Quick, your method certainly works, but as I pointed out to you before, I think you are doing too much work in using it.

In this case, we wish to factor $\displaystyle 4m^2 + 4m - 15$.

So solve:

$\displaystyle 4m^2 + 4m - 15 = 0$

$\displaystyle m = \frac{ -4 \pm \sqrt{4^2 - 4 \cdot 4 \cdot (-15)}}{2 \cdot 4}$

$\displaystyle m = \frac{-4 \pm 16}{8} = \frac{3}{2}, \, -\frac{5}{2}$

So a quadratic polynomial in m with these roots is:

$\displaystyle \left ( m - \frac{3}{2} \right ) \left (m + \frac{5}{2} \right )$

Multiply each factor by 2 to clear the fractions:

$\displaystyle (2m - 3)(2m + 5)$

(The only thing you need to check is that the $\displaystyle m^2$ coefficient is correct. If not you will need to multiply by another factor to correct it.)
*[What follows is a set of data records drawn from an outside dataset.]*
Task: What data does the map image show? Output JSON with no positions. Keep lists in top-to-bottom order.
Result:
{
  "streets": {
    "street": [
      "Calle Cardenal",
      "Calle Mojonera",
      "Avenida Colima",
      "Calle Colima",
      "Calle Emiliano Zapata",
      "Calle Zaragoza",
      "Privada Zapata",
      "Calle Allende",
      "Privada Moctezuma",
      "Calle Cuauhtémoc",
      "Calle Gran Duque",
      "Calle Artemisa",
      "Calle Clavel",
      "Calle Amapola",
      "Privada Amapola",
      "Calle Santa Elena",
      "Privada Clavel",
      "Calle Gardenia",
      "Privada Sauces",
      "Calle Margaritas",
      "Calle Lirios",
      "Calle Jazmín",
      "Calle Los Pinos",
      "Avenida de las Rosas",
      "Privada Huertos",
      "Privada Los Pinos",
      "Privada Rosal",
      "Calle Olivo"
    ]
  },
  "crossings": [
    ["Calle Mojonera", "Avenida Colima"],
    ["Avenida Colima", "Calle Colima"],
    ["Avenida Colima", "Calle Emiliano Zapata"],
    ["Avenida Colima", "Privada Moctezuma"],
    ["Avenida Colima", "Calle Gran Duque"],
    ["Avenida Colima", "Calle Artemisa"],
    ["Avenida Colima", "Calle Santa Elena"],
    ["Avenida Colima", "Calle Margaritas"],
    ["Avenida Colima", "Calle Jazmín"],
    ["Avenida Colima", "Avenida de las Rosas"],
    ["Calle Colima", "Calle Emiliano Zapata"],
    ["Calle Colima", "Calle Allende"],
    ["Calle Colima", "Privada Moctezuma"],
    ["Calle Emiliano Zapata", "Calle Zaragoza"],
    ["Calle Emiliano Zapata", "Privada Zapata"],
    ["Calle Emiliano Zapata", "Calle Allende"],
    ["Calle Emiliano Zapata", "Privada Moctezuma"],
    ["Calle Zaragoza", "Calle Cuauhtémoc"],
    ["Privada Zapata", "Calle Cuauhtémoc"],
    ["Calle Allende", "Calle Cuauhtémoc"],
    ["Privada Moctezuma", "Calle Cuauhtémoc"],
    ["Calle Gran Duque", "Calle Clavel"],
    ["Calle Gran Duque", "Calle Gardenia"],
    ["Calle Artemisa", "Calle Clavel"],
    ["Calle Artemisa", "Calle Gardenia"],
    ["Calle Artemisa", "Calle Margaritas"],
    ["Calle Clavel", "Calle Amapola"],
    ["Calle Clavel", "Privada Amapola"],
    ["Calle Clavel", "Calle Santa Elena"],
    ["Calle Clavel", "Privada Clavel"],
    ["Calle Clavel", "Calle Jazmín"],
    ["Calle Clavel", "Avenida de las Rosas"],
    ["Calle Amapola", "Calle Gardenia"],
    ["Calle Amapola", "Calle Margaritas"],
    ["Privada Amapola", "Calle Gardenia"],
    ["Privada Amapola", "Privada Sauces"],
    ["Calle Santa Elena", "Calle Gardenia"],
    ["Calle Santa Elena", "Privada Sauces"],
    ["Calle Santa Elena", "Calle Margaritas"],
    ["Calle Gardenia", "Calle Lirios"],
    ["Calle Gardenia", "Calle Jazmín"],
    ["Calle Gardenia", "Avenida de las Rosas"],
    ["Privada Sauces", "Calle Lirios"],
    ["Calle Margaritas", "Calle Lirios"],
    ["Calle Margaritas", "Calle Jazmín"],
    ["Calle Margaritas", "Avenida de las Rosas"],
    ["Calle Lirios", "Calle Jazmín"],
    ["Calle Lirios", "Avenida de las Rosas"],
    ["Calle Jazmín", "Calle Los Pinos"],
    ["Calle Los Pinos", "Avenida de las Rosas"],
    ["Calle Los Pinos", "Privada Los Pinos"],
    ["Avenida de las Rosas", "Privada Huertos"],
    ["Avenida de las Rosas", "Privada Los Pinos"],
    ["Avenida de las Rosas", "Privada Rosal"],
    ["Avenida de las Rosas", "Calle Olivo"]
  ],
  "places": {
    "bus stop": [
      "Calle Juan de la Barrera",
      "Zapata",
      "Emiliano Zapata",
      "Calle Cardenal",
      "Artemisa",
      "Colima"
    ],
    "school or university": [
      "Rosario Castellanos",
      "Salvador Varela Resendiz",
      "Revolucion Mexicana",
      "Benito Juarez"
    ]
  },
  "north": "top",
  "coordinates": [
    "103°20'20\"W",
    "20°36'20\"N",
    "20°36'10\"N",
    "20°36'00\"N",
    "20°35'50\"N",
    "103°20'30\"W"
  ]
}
I suppose the main difference is a matter of style, but this method is more direct as it doesn't involve factoring at the end of the problem. It is also (like your method) kind of putting the cart before the horse: both of these methods depend on the quadratic formula which is designed to solve quadratics. The only reason to factor a quadratic is if you either don't know the quadratic formula or are trying to avoid using it. If you are going to solve a quadratic by factoring and don't wish to use the quadratic formula using either of these methods is kind of silly.

-Dan